Answer
This statement is true.
Work Step by Step
($x^{2}$ - x - 1)($x^{2}$ + x + 1) = $x^{4}$ - $x^{2}$ - 2x - 1
We simplify the left side.
Use the distributive property to expand the left side.
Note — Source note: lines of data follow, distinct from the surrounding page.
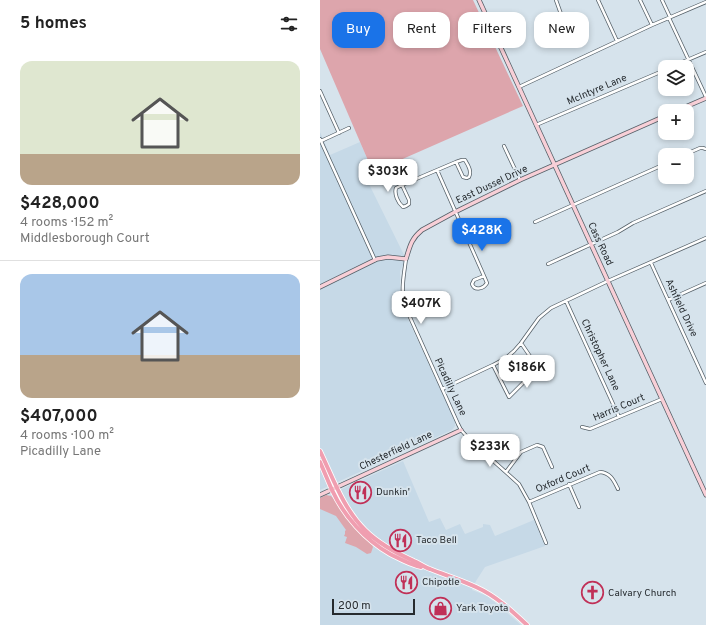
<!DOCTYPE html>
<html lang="en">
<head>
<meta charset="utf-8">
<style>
  body { margin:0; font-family:Overpass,sans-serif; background:#f2f2f2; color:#222; height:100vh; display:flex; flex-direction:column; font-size:15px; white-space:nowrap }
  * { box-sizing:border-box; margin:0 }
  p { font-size:13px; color:#767676 }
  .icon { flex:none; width:22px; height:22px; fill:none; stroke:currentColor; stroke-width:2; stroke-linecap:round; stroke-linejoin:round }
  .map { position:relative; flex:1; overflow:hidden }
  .sheet { display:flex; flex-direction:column; background:#fff; width:320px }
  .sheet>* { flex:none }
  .hud { position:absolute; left:12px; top:12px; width:314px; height:36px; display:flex; gap:8px }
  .tools { position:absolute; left:338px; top:60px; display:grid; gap:8px }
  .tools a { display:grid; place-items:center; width:36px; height:36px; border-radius:8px; background:#fff; box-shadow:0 2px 6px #0003; font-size:20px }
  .scale { position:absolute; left:12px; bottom:10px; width:83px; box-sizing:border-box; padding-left:4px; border:2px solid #262b2f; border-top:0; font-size:11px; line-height:14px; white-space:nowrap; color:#262b2f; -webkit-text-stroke:3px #d6e3ec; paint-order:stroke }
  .price { position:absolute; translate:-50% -34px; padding:0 9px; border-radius:8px; background:#fff; color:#222; font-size:13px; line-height:26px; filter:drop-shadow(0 1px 2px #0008) }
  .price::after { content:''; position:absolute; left:50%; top:24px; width:12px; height:9px; margin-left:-6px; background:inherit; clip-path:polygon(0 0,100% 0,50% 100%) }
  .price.on { background:#1a73e8; color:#fff }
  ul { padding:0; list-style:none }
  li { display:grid; align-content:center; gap:8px; height:212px; padding:0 20px }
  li+li { border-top:1px solid #e0e0e0 }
  li span { display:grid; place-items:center; height:124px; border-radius:12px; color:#555 }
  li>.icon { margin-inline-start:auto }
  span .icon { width:72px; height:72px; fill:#fffc; stroke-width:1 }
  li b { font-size:17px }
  h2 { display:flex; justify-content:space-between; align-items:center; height:48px; padding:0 20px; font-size:17px }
  .tag { padding:0 14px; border-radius:12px; background:#fff; box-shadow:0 2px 6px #0003; font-size:14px; line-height:36px }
  .tag.on { background:#1a73e8; color:#fff }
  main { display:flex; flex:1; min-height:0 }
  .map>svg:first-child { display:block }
  .built { fill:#c6d9e7 }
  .green { fill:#dda5ac }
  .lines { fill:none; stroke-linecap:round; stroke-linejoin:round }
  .street-casing { stroke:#556068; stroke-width:4 }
  .secondary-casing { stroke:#556068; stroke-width:5 }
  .primary-casing { stroke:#fff; stroke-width:5.5 }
  .street { stroke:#fff; stroke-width:2.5 }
  .secondary { stroke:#f8cfd7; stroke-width:3.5 }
  .primary { stroke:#f09eb0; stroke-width:4 }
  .labels { text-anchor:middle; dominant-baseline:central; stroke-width:4; stroke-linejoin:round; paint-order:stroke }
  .street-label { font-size:10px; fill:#262b2f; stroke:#d6e3ec }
  .poi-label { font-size:10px; fill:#262b2f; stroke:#d6e3ec; text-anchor:start }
</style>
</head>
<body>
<main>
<section class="sheet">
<h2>5 homes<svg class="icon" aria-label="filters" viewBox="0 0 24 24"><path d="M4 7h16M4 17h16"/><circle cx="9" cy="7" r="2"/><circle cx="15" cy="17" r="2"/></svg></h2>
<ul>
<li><span style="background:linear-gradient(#dfe7d0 75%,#b9a48a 0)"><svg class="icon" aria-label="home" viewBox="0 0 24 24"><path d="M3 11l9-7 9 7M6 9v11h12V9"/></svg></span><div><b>$428,000</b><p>4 rooms · 152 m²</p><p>Middlesborough Court</p></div></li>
<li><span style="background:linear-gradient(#a9c7e8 65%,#b9a48a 0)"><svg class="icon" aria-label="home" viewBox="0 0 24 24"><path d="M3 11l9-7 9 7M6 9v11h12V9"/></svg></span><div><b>$407,000</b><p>4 rooms · 100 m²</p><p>Picadilly Lane</p></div></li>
</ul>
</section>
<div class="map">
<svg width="386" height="625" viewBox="0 0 386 625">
  <rect width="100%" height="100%" fill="#d6e3ec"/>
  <path class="built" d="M0,132L10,155L40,142L53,172L45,176L86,259L80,271V298L87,317L135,421V426L132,430L0,490Z
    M83,461L109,522L120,518L126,530L140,524L145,534L163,527V524L170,525L175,536L214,520L225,546L165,567L156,581L152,590L167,596L178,605L201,625H0V500L26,487Z"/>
  <path class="green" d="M0,0H153L203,106L53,172L0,49Z
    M6,495L11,496L16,501L52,545L53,547L51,553L47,554L36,547L25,543L27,537L24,536L25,534V531L26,530L16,516L0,509V498Z"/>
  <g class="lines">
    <defs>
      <path id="street" d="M236,0L241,14V19
        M278,0L297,41
        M320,0L332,25
        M342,0L350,17
        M349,18L386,97
        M351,67L386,52
        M199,87L332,25L386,2
        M0,91L19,133
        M216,125L345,70
        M0,139L55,260
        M1,141L29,128
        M184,146L200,180
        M364,155L380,148H383L386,149
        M142,160H145C148,165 152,171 149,177L147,178L143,177L136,162Z
        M117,170L164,276L167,283C164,288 155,292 152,284L154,280L164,276
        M82,185L136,162
        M82,185L89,200V204L86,206L83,207C78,203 74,194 76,188Z
        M215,222L345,164
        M86,259C84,274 81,288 84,304L138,424L141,430L151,441L199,484L209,502L226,543
        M331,263L386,383
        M228,264L298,232L313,223L386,191
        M348,300L386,283
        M246,301L299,417
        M173,365L189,397L205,381L218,374L219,371L218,368L201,343
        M122,389L173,365L186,358L194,351L201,343L219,318L231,308L288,281L386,238
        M262,427L270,429L342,399
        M186,472L201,452L217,445L223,447L232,467
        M249,484L259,507
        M209,502L280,472C291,473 294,481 298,489"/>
      <path id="secondary" d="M159,0L386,495
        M356,111L386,98
        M0,287L57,259L68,257L86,259C90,246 91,239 102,230L135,212L200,180L345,116
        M0,495L141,430"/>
      <path id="primary" d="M0,451C13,478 23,508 45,530C59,544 76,553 94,561C99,563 104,567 110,569C125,575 141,580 156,587C176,596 191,610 207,625
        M0,462C4,471 8,481 12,490C24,516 45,540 70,554C80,559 90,565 101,567"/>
    </defs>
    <use href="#street" class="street-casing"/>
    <use href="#secondary" class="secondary-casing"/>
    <use href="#primary" class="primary-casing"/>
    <use href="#street" class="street"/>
    <use href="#secondary" class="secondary"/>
    <use href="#primary" class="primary"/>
  </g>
  <defs>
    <symbol id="restaurant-ring" viewBox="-11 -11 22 22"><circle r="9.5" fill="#d6e3ec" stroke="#c03057" stroke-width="1.5"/><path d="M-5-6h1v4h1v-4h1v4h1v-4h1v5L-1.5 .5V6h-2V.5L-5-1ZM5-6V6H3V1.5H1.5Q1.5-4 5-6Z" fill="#c03057"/></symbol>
    <symbol id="church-ring" viewBox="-11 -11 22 22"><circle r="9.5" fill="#d6e3ec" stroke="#c03057" stroke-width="1.5"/><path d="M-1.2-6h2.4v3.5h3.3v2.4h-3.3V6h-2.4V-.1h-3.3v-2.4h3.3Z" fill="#c03057"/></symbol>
    <symbol id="shop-ring" viewBox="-11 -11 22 22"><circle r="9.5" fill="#d6e3ec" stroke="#c03057" stroke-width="1.5"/><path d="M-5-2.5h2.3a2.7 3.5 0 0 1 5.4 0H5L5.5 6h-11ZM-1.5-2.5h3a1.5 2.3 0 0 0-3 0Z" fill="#c03057"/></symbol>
  </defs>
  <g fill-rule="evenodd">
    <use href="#restaurant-ring" x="28" y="480" width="25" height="25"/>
    <use href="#restaurant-ring" x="68" y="528" width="25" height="25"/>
    <use href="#restaurant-ring" x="74" y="570" width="25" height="25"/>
    <use href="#church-ring" x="260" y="580" width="25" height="25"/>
    <use href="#shop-ring" x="108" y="596" width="25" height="25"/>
  </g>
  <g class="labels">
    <g class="street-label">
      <text transform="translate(277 90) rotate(-23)">McIntyre Lane</text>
      <text transform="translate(172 185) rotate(-25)">East Dussel Drive</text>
      <text transform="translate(280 244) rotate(65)">Cass Road</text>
      <text transform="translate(361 308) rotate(65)">Ashfield Drive</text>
      <text transform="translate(280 355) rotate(65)">Christopher Lane</text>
      <text transform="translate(130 387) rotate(65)">Picadilly Lane</text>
      <text transform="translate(299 408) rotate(-23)">Harris Court</text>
      <text transform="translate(76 451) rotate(-25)">Chesterfield Lane</text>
      <text transform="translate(243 479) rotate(-23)">Oxford Court</text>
    </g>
    <g class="poi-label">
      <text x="56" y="492">Dunkin'</text>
      <text x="96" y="540">Taco Bell</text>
      <text x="102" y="582">Chipotle</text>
      <text x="288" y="593">Calvary Church</text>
      <text x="136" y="608">Yark Toyota</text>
    </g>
  </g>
</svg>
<div class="tools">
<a><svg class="icon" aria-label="layers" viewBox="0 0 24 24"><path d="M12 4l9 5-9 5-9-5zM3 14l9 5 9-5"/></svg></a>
<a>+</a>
<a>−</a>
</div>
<div class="scale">200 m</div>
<b class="price" style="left:68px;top:193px">$303K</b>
<b class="price on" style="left:162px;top:252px">$428K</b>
<b class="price" style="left:101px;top:325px">$407K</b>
<b class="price" style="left:207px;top:389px">$186K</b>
<b class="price" style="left:170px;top:468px">$233K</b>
<div class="hud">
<a class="tag on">Buy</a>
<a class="tag">Rent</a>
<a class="tag">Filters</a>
<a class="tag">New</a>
</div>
</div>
</main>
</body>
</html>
($x^{2}$ - x - 1)($x^{2}$ + x + 1) =
($x^{2}$$\times$$x^{2}$ + $x^{2}$$\times$x + $x^{2}$$\times$1) - (x$\times$$x^{2}$ + x$\times$x + x$\times$1) - ($x^{2}$ + x + 1) =
($x^{4}$ + $x^{3}$ + $x^{2}$) - ($x^{3}$ + $x^{2}$ + x) - ($x^{2}$ + x + 1) =
Remove parentheses.
$x^{4}$ + $x^{3}$ + $x^{2}$ - $x^{3}$ - $x^{2}$ - x - $x^{2}$ - x - 1 =
Simplify.
$x^{4}$ - $x^{2}$ - 2x - 1
Because $x^{4}$ - $x^{2}$ - 2x - 1 is equal to $x^{4}$ - $x^{2}$ - 2x - 1, this statement is true.